“Well behaved women rarely make history.”
--Laurel Thatcher Ulrich, historian and author
Grey isn’t a color you will ever see in Greek Orthodox art—medieval artists lived and worked in a black-and-white world. But shades of grey are vital when it comes to building a modern fictional heroine. When I began writing Acquainted With the Night, I wanted Caro Grimaldi Clifford to be a fundamentally flawed heroine. She doesn’t always say the right thing, nor does she always act heroically. I knew it would be risky, but I was tired of playing it safe with my characters. As Caro came to life, her personality traits became layered, with room for her character to grow in the second book.
Caro drinks whisky, cusses in seven languages, and adores black-and-white movies. She’s brash enough to slug the hero and resourceful enough to drive a china shard into the eye of her enemy. She’s soft, hard, resourceful, foolish, smart, child-like, humorous, irreverent, compassionate, and insecure—when she finds herself in love and in trouble, more and more of these insecurities surface.
Thanks to her tour guide job, Caro has learned a bit about human nature, but she often draws the wrong conclusions.
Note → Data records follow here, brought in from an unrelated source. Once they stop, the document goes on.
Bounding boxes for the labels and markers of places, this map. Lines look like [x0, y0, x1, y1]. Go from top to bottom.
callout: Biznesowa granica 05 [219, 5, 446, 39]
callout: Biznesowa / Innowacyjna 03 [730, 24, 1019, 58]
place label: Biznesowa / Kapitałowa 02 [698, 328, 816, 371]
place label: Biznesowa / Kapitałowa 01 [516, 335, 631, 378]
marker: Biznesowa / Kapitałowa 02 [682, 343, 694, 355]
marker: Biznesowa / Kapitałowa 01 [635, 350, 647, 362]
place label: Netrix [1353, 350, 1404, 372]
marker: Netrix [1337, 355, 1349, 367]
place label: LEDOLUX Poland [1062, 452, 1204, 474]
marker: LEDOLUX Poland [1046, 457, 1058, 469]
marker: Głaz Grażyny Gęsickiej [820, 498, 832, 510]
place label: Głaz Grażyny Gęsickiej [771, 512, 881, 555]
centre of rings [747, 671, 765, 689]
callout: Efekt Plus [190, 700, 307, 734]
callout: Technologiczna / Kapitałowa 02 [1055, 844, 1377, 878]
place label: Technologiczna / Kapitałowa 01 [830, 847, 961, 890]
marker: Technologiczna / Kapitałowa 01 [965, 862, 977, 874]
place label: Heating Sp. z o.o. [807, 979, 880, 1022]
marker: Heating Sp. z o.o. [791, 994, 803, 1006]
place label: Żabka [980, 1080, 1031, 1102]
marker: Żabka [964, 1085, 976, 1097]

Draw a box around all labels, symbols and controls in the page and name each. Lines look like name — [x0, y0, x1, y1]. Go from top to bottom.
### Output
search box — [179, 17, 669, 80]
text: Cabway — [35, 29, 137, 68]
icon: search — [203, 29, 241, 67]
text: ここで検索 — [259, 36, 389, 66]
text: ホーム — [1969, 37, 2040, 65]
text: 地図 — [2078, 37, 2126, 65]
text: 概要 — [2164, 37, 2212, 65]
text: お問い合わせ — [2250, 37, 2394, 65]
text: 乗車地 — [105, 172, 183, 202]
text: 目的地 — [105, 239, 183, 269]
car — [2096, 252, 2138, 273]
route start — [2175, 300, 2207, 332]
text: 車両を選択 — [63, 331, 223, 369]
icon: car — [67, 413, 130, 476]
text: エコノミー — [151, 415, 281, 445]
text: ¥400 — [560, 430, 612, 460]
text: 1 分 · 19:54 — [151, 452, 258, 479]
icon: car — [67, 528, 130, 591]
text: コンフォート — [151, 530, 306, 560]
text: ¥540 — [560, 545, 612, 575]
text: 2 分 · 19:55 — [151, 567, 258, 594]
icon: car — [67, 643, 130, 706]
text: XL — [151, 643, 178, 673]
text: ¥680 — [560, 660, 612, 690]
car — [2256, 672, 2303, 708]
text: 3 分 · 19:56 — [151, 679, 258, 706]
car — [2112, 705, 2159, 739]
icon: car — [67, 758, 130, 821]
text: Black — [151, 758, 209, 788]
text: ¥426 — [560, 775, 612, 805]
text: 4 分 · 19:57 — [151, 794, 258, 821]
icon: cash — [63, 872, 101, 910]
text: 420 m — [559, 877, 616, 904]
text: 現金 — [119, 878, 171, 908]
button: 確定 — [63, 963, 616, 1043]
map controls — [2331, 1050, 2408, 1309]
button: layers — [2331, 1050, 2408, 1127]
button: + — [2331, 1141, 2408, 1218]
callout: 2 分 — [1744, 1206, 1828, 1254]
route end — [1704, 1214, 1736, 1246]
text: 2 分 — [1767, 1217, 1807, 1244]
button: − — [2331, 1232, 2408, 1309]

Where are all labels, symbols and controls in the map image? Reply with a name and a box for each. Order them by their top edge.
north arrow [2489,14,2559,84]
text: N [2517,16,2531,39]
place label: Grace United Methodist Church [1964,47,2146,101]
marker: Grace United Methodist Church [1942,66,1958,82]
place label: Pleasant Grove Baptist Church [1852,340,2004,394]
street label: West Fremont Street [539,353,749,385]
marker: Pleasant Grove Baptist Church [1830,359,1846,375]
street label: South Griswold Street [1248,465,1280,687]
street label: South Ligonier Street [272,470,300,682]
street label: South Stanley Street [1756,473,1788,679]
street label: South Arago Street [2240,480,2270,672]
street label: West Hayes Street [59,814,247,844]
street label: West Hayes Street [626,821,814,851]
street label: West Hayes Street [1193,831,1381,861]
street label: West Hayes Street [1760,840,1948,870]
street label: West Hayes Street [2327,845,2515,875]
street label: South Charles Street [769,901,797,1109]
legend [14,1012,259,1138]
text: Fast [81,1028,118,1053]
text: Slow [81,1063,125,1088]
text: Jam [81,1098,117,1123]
Like many people, Caro has been known to say the wrong thing at the worst possible time. As a result, she’s become her worst critic, censoring her language and holding back.
Deep down, Caro believes that her smart mouth is responsible for a series of disastrous romances. In fact, she’s compiled a list of her failed relationships, which she privately refers to as “the Lost Boys.” One of her ex-beaus entered the priesthood, moved to Monaco, and sent her a postcard that featured a casino. He signed his name Chip Monk. True, many heroines have endured a series of ruined love affairs, but Caro’s problem is different. Her failures have a biological explanation.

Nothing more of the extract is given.